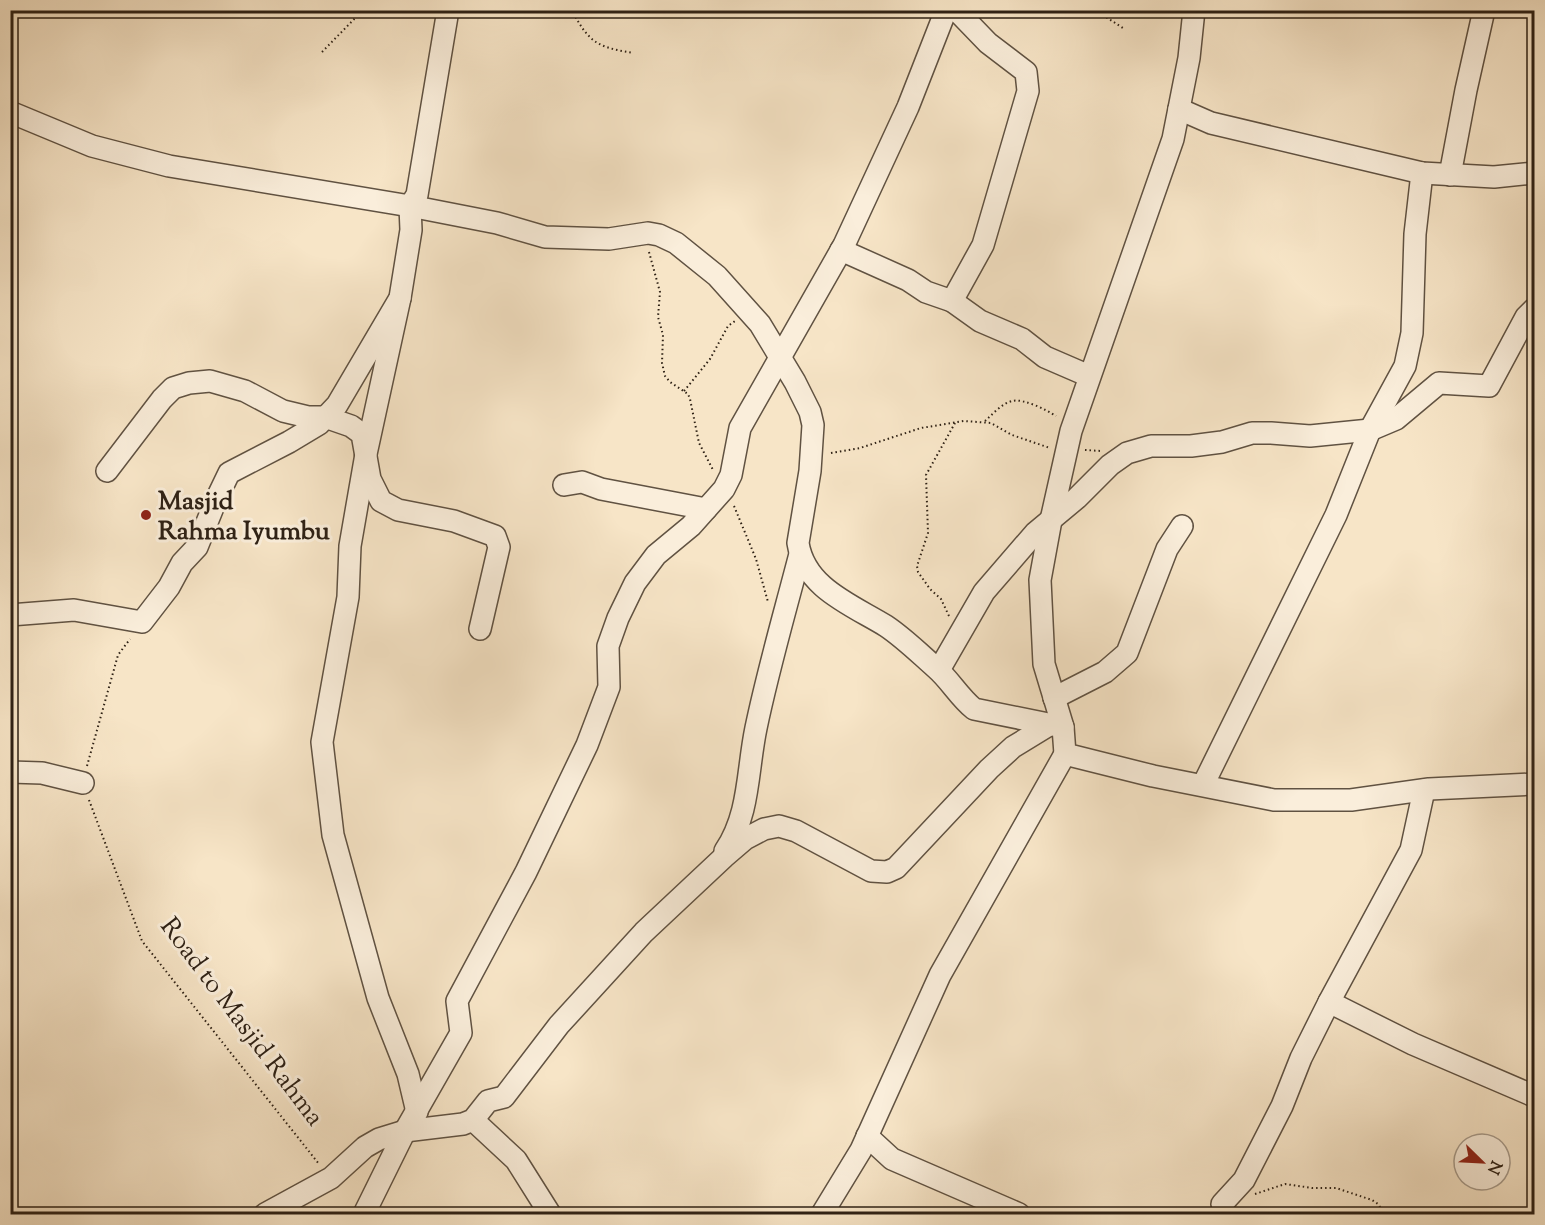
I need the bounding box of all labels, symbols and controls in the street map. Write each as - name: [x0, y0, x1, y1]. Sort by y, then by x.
- place label: Masjid Rahma Iyumbu: [158, 484, 330, 551]
- marker: Masjid Rahma Iyumbu: [139, 508, 153, 522]
- street label: Road to Masjid Rahma: [150, 910, 332, 1135]
- north arrow: [1452, 1132, 1512, 1192]
- text: N: [1480, 1157, 1507, 1178]

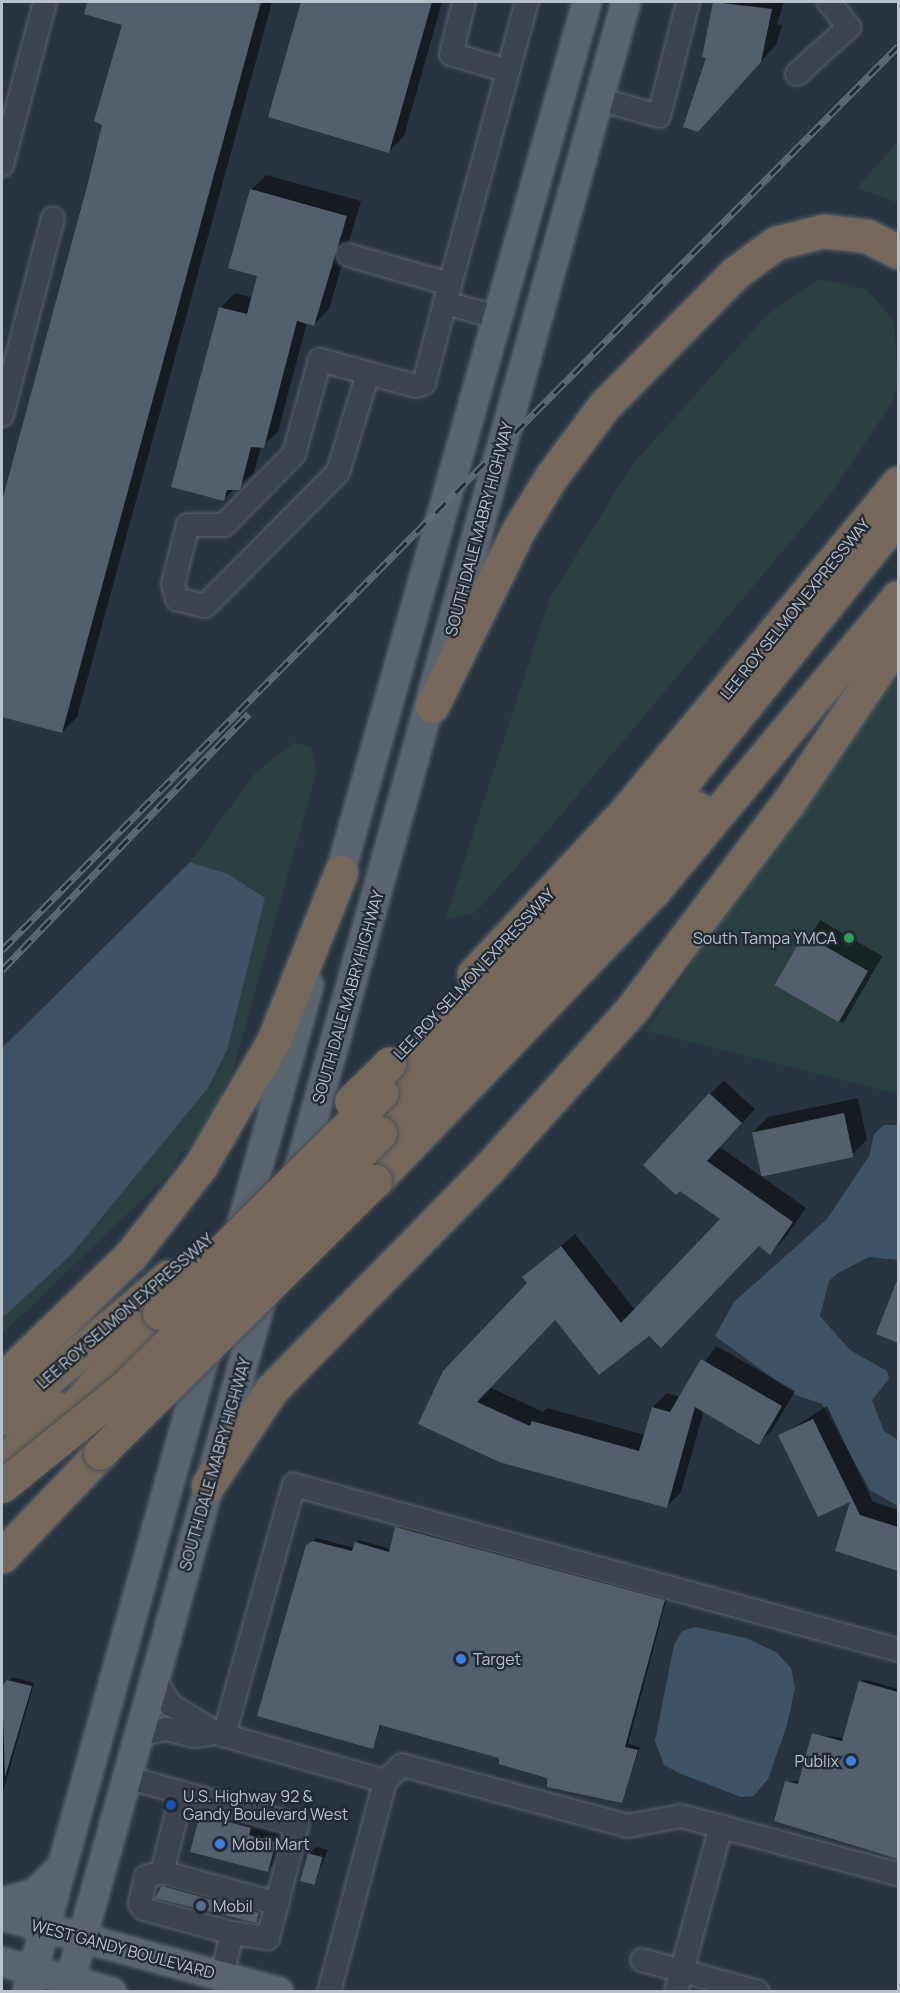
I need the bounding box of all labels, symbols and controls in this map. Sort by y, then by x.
street label: SOUTH DALE MABRY HIGHWAY [441,419,517,639]
street label: LEE ROY SELMON EXPRESSWAY [716,514,874,704]
street label: LEE ROY SELMON EXPRESSWAY [389,884,559,1064]
street label: SOUTH DALE MABRY HIGHWAY [308,888,388,1106]
place label: South Tampa YMCA [693,928,837,948]
marker: South Tampa YMCA [842,931,856,945]
street label: LEE ROY SELMON EXPRESSWAY [33,1229,217,1393]
street label: SOUTH DALE MABRY HIGHWAY [175,1355,255,1573]
place label: Target [473,1649,521,1669]
marker: Target [454,1652,468,1666]
place label: Publix [794,1751,839,1771]
marker: Publix [844,1754,858,1768]
place label: U.S. Highway 92 & Gandy Boulevard West [183,1786,348,1824]
marker: U.S. Highway 92 & Gandy Boulevard West [164,1798,178,1812]
place label: Mobil Mart [232,1834,310,1854]
marker: Mobil Mart [213,1837,227,1851]
place label: Mobil [213,1896,253,1916]
marker: Mobil [194,1899,208,1913]
street label: WEST GANDY BOULEVARD [29,1915,217,1983]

-- -- --

Reproduce the material above in full, exactly, with no images.

# Task solution:
I need the bounding box of all labels, symbols and controls in the street map. Write each as - name: [x0, y0, x1, y1]. Sort by y, then by x.
- place label: Masjid Rahma Iyumbu: [158, 484, 330, 551]
- marker: Masjid Rahma Iyumbu: [139, 508, 153, 522]
- street label: Road to Masjid Rahma: [150, 910, 332, 1135]
- north arrow: [1452, 1132, 1512, 1192]
- text: N: [1480, 1157, 1507, 1178]

I need the bounding box of all labels, symbols and controls in this map. Sort by y, then by x.
street label: SOUTH DALE MABRY HIGHWAY [441,419,517,639]
street label: LEE ROY SELMON EXPRESSWAY [716,514,874,704]
street label: LEE ROY SELMON EXPRESSWAY [389,884,559,1064]
street label: SOUTH DALE MABRY HIGHWAY [308,888,388,1106]
place label: South Tampa YMCA [693,928,837,948]
marker: South Tampa YMCA [842,931,856,945]
street label: LEE ROY SELMON EXPRESSWAY [33,1229,217,1393]
street label: SOUTH DALE MABRY HIGHWAY [175,1355,255,1573]
place label: Target [473,1649,521,1669]
marker: Target [454,1652,468,1666]
place label: Publix [794,1751,839,1771]
marker: Publix [844,1754,858,1768]
place label: U.S. Highway 92 & Gandy Boulevard West [183,1786,348,1824]
marker: U.S. Highway 92 & Gandy Boulevard West [164,1798,178,1812]
place label: Mobil Mart [232,1834,310,1854]
marker: Mobil Mart [213,1837,227,1851]
place label: Mobil [213,1896,253,1916]
marker: Mobil [194,1899,208,1913]
street label: WEST GANDY BOULEVARD [29,1915,217,1983]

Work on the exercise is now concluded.